## PROBLEM DETAILS
Starting at the line that holds "ctx.lineWidth = 4.5;" and stopping at the line that holds "M838 202 832", restate the records below word for word, with both of those lines included.

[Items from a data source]
——————————

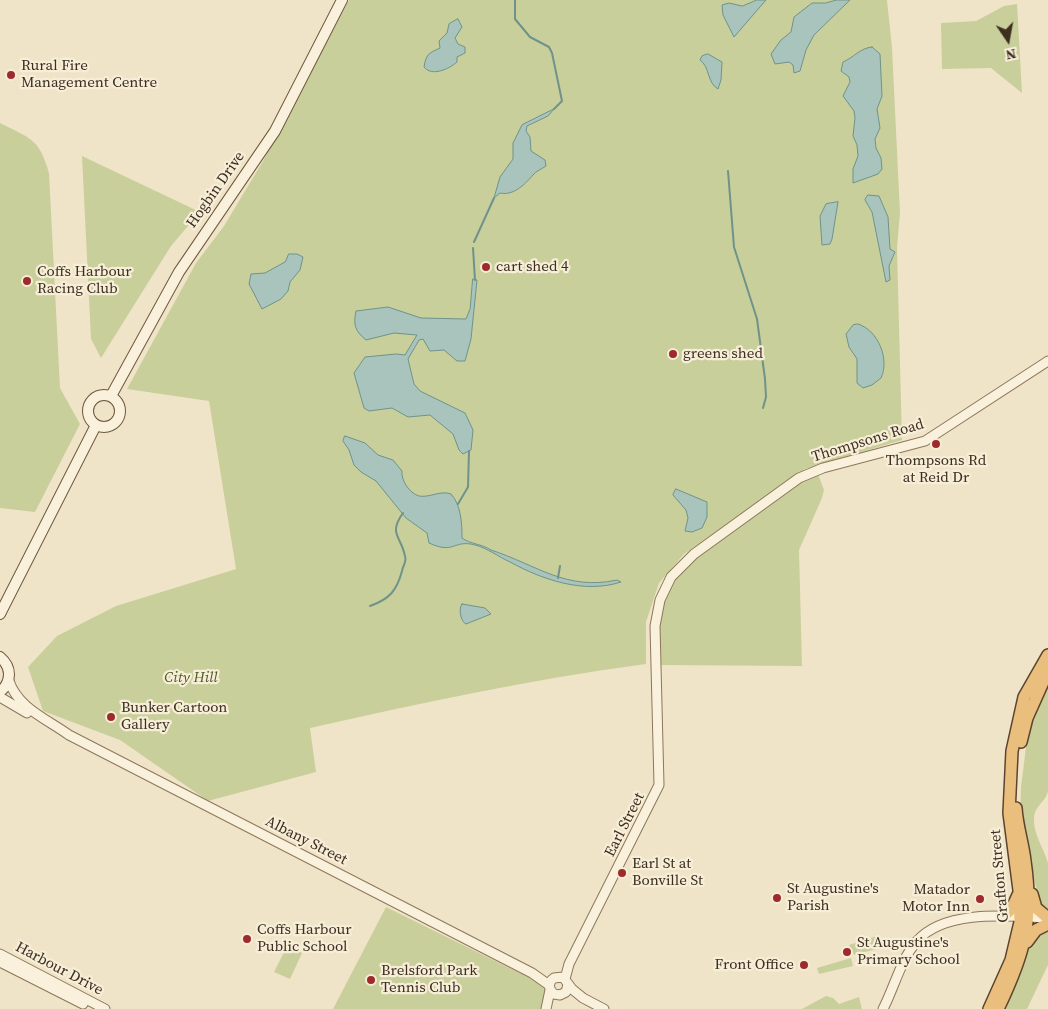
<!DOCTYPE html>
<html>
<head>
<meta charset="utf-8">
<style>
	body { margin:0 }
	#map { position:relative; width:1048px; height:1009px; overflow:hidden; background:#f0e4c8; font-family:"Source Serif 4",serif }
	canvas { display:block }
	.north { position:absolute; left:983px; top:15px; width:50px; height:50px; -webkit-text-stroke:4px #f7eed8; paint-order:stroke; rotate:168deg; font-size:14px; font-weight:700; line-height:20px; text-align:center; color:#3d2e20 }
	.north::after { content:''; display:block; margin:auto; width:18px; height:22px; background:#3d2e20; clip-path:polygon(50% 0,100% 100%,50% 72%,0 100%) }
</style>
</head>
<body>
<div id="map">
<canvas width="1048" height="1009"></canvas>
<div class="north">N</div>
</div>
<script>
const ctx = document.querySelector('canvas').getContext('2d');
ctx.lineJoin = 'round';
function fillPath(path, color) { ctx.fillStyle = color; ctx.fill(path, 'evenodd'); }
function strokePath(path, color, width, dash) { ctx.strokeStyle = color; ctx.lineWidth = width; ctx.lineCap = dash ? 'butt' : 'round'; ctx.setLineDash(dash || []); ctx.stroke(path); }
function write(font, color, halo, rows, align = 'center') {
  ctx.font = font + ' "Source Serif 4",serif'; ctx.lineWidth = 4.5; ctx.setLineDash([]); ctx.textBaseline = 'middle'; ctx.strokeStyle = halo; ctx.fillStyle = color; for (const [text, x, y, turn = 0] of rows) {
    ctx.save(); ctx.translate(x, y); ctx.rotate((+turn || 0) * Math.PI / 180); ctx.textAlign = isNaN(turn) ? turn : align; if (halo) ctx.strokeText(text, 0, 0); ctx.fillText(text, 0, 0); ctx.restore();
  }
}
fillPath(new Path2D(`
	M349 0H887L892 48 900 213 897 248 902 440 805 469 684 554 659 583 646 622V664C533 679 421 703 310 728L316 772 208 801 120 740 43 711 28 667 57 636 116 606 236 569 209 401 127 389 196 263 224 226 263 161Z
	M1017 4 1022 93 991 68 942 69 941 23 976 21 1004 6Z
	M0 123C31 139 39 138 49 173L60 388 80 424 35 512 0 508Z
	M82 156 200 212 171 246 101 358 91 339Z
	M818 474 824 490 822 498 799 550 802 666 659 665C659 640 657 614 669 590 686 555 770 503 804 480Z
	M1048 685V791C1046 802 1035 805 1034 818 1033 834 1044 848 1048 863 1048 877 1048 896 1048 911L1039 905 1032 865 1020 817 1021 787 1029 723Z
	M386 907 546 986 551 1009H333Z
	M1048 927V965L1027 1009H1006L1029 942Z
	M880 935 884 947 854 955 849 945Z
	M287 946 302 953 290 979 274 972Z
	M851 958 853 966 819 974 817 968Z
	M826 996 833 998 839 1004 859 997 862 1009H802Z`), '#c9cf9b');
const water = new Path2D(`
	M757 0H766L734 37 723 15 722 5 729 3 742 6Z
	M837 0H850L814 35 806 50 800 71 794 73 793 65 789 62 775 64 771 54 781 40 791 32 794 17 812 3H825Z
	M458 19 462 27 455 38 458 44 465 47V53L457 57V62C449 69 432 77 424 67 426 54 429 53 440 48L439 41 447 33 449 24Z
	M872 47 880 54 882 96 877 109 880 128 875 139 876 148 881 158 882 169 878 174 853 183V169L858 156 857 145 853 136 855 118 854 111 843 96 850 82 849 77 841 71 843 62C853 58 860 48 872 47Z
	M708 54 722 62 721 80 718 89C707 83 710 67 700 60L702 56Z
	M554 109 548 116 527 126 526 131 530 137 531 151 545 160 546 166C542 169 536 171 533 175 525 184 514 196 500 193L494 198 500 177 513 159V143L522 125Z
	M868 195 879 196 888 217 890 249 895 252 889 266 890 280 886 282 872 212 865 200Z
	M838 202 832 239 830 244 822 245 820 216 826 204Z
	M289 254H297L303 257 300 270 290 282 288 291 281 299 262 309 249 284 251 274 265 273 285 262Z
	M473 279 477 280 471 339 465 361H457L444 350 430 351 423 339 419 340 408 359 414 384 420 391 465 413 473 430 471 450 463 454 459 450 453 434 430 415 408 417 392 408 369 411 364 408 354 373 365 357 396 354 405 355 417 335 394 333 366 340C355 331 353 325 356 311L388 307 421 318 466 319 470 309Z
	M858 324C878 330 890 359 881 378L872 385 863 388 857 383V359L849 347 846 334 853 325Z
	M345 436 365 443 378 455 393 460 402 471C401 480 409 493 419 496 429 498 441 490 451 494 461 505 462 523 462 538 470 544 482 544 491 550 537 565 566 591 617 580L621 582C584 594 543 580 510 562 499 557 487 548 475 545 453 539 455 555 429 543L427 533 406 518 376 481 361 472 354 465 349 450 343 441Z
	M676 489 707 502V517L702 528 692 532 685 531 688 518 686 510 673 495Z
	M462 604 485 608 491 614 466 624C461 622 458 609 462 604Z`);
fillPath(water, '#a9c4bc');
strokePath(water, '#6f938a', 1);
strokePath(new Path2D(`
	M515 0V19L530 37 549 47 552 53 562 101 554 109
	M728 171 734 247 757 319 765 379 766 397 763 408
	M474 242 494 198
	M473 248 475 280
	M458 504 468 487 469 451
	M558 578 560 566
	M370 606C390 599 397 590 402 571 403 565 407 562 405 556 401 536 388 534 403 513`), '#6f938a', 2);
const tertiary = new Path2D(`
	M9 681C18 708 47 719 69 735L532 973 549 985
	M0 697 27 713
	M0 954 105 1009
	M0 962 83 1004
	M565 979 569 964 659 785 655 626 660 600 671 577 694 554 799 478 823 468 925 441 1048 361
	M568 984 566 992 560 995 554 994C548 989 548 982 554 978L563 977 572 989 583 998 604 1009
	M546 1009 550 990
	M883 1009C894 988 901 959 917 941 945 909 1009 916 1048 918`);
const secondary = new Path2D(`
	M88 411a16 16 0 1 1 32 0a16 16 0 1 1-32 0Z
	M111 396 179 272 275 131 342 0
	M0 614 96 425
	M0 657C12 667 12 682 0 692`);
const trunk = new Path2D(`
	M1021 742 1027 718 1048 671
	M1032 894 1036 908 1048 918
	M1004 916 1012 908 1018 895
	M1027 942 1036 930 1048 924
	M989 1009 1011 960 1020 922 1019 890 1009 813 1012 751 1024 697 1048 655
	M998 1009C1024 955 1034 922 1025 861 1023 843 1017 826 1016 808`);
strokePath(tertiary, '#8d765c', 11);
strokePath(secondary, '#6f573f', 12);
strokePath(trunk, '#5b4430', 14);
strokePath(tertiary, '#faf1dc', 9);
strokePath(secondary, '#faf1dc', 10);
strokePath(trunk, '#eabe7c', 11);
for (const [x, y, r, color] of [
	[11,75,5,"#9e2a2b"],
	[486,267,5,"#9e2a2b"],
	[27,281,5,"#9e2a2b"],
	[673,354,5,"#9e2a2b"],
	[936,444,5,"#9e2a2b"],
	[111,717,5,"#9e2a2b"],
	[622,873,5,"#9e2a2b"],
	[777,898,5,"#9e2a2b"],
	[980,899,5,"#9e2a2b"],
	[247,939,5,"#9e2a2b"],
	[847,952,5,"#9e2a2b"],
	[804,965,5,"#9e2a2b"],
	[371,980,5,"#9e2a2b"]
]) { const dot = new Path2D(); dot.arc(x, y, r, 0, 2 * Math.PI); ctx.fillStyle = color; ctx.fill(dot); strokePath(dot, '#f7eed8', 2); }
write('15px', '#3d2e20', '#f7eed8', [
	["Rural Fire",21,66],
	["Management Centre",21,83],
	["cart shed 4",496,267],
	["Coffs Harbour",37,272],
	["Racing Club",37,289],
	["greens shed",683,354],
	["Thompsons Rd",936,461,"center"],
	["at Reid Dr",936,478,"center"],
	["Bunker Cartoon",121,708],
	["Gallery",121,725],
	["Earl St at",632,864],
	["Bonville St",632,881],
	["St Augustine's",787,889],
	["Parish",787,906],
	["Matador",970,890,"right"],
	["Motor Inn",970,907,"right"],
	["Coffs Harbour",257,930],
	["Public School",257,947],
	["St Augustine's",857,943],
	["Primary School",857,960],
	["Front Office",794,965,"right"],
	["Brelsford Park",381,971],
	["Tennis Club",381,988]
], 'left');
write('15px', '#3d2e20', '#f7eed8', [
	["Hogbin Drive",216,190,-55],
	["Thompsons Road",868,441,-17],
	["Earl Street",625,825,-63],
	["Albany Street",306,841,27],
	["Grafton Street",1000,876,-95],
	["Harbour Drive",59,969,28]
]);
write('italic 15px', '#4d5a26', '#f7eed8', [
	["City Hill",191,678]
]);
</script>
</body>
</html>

——————————

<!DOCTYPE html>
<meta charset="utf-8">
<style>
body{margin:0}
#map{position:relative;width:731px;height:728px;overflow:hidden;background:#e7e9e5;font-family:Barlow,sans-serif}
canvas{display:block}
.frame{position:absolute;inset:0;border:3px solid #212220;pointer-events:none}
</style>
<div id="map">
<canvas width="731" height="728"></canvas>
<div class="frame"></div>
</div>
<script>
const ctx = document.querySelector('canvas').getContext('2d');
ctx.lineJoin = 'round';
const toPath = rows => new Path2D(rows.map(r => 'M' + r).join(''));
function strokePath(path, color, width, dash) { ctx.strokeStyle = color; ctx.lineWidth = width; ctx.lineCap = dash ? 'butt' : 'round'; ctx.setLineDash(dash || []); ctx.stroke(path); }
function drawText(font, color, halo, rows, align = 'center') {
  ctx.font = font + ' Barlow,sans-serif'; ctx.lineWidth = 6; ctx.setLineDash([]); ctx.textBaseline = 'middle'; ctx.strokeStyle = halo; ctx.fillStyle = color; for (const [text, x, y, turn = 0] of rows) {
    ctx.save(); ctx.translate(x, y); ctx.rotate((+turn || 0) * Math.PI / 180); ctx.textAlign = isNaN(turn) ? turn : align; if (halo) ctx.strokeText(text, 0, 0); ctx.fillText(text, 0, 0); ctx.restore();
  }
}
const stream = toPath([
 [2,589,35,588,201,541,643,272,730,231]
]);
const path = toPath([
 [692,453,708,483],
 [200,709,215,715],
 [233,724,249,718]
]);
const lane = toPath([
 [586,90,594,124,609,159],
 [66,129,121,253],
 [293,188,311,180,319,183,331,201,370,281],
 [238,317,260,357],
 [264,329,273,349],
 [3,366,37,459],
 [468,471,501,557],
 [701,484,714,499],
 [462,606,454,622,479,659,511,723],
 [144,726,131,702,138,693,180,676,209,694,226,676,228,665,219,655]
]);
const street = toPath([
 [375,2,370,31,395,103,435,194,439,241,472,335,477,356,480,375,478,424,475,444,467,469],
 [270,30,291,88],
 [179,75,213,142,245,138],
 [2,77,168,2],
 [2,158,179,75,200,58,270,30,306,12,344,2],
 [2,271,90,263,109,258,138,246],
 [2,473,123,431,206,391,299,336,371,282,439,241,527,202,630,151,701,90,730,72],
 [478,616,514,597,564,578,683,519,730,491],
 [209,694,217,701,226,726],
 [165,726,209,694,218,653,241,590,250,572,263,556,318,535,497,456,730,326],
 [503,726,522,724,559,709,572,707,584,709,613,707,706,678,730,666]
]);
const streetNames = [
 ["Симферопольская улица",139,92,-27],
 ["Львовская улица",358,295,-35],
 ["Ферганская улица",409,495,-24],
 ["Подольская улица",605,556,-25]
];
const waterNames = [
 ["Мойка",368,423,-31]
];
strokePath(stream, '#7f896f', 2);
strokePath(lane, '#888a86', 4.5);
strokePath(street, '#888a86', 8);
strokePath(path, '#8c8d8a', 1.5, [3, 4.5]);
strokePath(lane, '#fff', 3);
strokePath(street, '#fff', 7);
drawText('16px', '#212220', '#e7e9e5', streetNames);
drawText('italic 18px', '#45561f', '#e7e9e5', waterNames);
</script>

——————————

## ANSWER TO THIS EXERCISE
  ctx.font = font + ' "Source Serif 4",serif'; ctx.lineWidth = 4.5; ctx.setLineDash([]); ctx.textBaseline = 'middle'; ctx.strokeStyle = halo; ctx.fillStyle = color; for (const [text, x, y, turn = 0] of rows) {
    ctx.save(); ctx.translate(x, y); ctx.rotate((+turn || 0) * Math.PI / 180); ctx.textAlign = isNaN(turn) ? turn : align; if (halo) ctx.strokeText(text, 0, 0); ctx.fillText(text, 0, 0); ctx.restore();
  }
}
fillPath(new Path2D(`
	M349 0H887L892 48 900 213 897 248 902 440 805 469 684 554 659 583 646 622V664C533 679 421 703 310 728L316 772 208 801 120 740 43 711 28 667 57 636 116 606 236 569 209 401 127 389 196 263 224 226 263 161Z
	M1017 4 1022 93 991 68 942 69 941 23 976 21 1004 6Z
	M0 123C31 139 39 138 49 173L60 388 80 424 35 512 0 508Z
	M82 156 200 212 171 246 101 358 91 339Z
	M818 474 824 490 822 498 799 550 802 666 659 665C659 640 657 614 669 590 686 555 770 503 804 480Z
	M1048 685V791C1046 802 1035 805 1034 818 1033 834 1044 848 1048 863 1048 877 1048 896 1048 911L1039 905 1032 865 1020 817 1021 787 1029 723Z
	M386 907 546 986 551 1009H333Z
	M1048 927V965L1027 1009H1006L1029 942Z
	M880 935 884 947 854 955 849 945Z
	M287 946 302 953 290 979 274 972Z
	M851 958 853 966 819 974 817 968Z
	M826 996 833 998 839 1004 859 997 862 1009H802Z`), '#c9cf9b');
const water = new Path2D(`
	M757 0H766L734 37 723 15 722 5 729 3 742 6Z
	M837 0H850L814 35 806 50 800 71 794 73 793 65 789 62 775 64 771 54 781 40 791 32 794 17 812 3H825Z
	M458 19 462 27 455 38 458 44 465 47V53L457 57V62C449 69 432 77 424 67 426 54 429 53 440 48L439 41 447 33 449 24Z
	M872 47 880 54 882 96 877 109 880 128 875 139 876 148 881 158 882 169 878 174 853 183V169L858 156 857 145 853 136 855 118 854 111 843 96 850 82 849 77 841 71 843 62C853 58 860 48 872 47Z
	M708 54 722 62 721 80 718 89C707 83 710 67 700 60L702 56Z
	M554 109 548 116 527 126 526 131 530 137 531 151 545 160 546 166C542 169 536 171 533 175 525 184 514 196 500 193L494 198 500 177 513 159V143L522 125Z
	M868 195 879 196 888 217 890 249 895 252 889 266 890 280 886 282 872 212 865 200Z
	M838 202 832 239 830 244 822 245 820 216 826 204Z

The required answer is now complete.